3. Separation. This is Linux VServer, which is a fantastic project that doesn't have the publicity engine and funding of a big university behind it. This isn't really virtualization as much as it is separation. This approach is also shared by SwSoft's Virtuozzo, FreeBSD jails and Solaris containers. Since there is only one kernel in this scenario, this method is not OS-independent, i.e. VServer only runs Linux, Jails are only for FreeBSD, etc. Performance-wise, this approach should far outrun any other method as it carries practically no overhead and takes advantage of all the existing UN*X optimization. It is also very secure, possibly most secure of all (short of hardware emulation like QEMU) since it directly addresses all known virtualization exploits such as chroot escapes. But, perhaps I'm biased...
With ESX VMware is making money on consolidating many underutilized servers onto one box (with redundant failover box if needed) without the fear that a bad app misbehaving & killing the OS on one virtual machine will lock up other virtual machines' OS. It also provides customizable virtual network(s) between the VMs. A true open source equivalent would be very cool (one that can run ANY i386 OS in VM) You can migrate virtual machines from one physical box to another, sync, and cut over without interruption if they're both on same subnet. Kewl, hope a true open source equivalent exists someday.
Nope. The greatest (from a business perspective) number of users of virtualization technology is in the enterprise market. That's the biggest reason people by systems like the z-Series--consolidation. The idea is that you consolidate a whole bunch of commody machines to one large system that's virtualized. You get the same network topology at the end of the day but a higher degree of reliability and a lower administration cost (hence lower TCO).
It's an amazingly powerful bussiness case.

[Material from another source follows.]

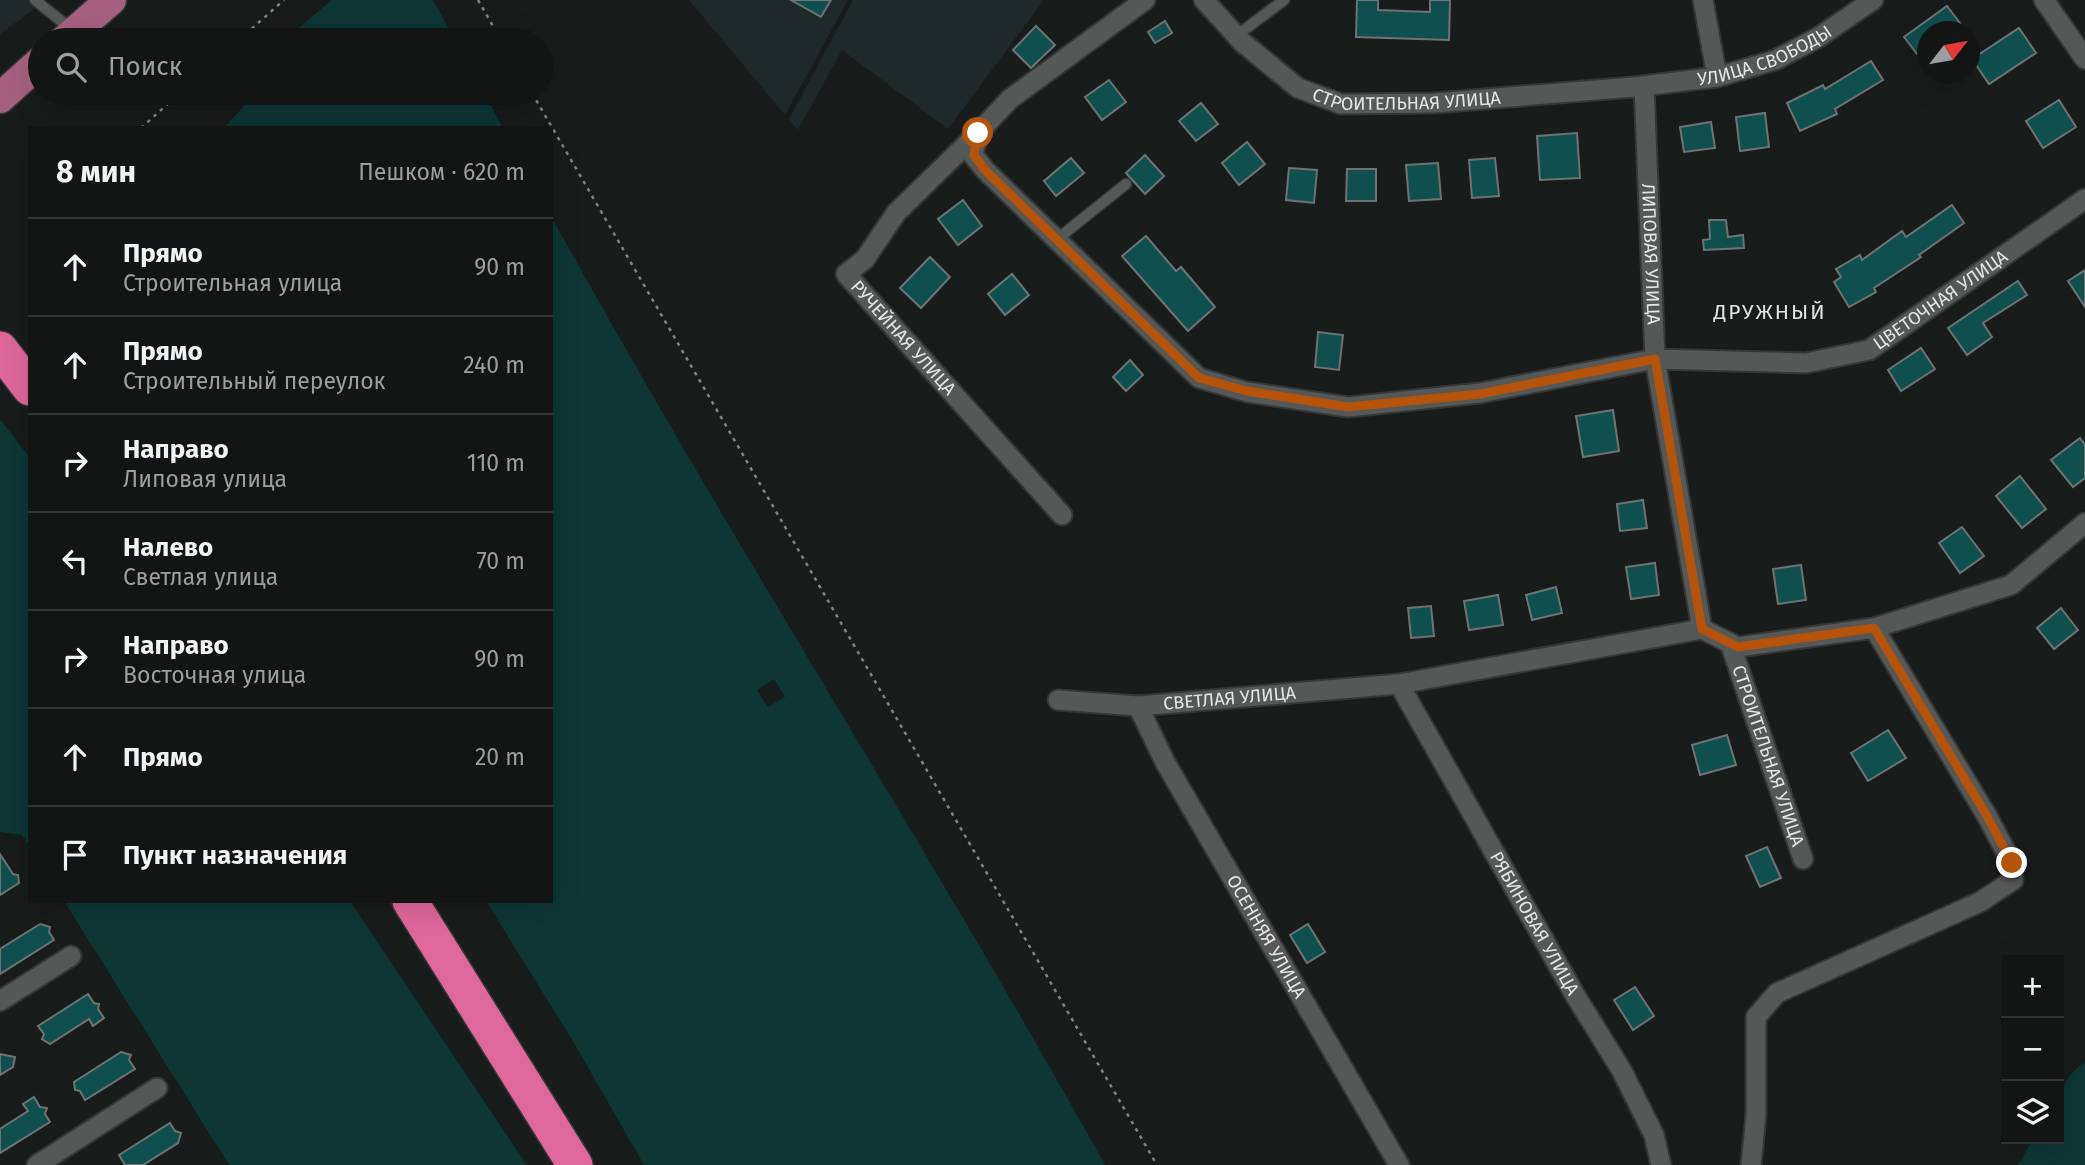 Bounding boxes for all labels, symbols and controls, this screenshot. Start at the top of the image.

The Xen researchers are mostly conscientious, smart people who, fairly enough, would like to see their work have some commercial impact. I really wish they'd stop beating their chests over benchmarks that show them beating a three year old version of our desktop product, though.
All right... so while I accept most of what you have said earlier as quite informative, I do take strong objection to the above statement. You do realize that the research community is forced to benchmark against Workstation 3.x because your EULA in later versions prevent any of us from publishing benchmarking numbers (Look at the Restrictions section in the EULA for Workstation 4.x).
While I understand that there might be commercial reasons behind it, it seems that VMware wants to play in the research field (publish papers at all the top systems conferences) but not allow anyone to try and reproduce what their research claims.
Disclaimer: I have worked on virtualization projects including Xen.
Does VMware's license forbid its use for comparison purposes?
The blanket license does, though we've made exceptions when researchers ask nicely. See, for example, Marko Zec's OASIS workshop paper from ASPLOS XI, which includes benchmark comparisons against a reasonably recent version of VMware Workstation (that show Workstation in a pretty unfavorable light, I might add). I can only speculate as to why the Xen folks don't get treated as well as Marko did; I don't even know for a fact whether they've asked.
Regardless, it's quite possible they asked and we turned them down, in which case, our bad. I'm not really objecting to the substance of the Xen comparisons; if Workstation 3 is all they can compare to, fine. What I object to is the tone with which the Xen guys usually make this comparison. They strive to leave the impression that they've clobbered the best the industry has to offer, when they're really beating up a straw man. No sane customer would use workstation 3 for the uses the Xen folks are measuring.